Reproduce the data word for word, keeping every line complete.

[Records provided Boundary: Start]

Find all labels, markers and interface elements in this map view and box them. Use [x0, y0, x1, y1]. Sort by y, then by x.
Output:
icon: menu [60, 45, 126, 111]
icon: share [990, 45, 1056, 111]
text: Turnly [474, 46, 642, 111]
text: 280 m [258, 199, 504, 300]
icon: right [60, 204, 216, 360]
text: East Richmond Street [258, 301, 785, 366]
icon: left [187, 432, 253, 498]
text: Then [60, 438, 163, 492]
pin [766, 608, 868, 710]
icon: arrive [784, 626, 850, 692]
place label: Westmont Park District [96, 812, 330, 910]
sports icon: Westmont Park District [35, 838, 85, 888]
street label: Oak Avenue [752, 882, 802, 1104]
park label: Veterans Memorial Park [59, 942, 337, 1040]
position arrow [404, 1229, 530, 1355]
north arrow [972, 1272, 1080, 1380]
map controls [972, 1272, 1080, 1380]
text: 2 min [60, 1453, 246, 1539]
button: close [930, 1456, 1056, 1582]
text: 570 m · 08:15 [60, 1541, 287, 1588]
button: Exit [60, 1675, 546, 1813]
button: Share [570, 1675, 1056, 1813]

[Records provided Boundary: End]

Exercise solution:
Find all labels, markers and interface elements in this map view and box them. Use [x0, y0, x1, y1]. Sort by y, then by x.
Output:
icon: menu [60, 45, 126, 111]
icon: share [990, 45, 1056, 111]
text: Turnly [474, 46, 642, 111]
text: 280 m [258, 199, 504, 300]
icon: right [60, 204, 216, 360]
text: East Richmond Street [258, 301, 785, 366]
icon: left [187, 432, 253, 498]
text: Then [60, 438, 163, 492]
pin [766, 608, 868, 710]
icon: arrive [784, 626, 850, 692]
place label: Westmont Park District [96, 812, 330, 910]
sports icon: Westmont Park District [35, 838, 85, 888]
street label: Oak Avenue [752, 882, 802, 1104]
park label: Veterans Memorial Park [59, 942, 337, 1040]
position arrow [404, 1229, 530, 1355]
north arrow [972, 1272, 1080, 1380]
map controls [972, 1272, 1080, 1380]
text: 2 min [60, 1453, 246, 1539]
button: close [930, 1456, 1056, 1582]
text: 570 m · 08:15 [60, 1541, 287, 1588]
button: Exit [60, 1675, 546, 1813]
button: Share [570, 1675, 1056, 1813]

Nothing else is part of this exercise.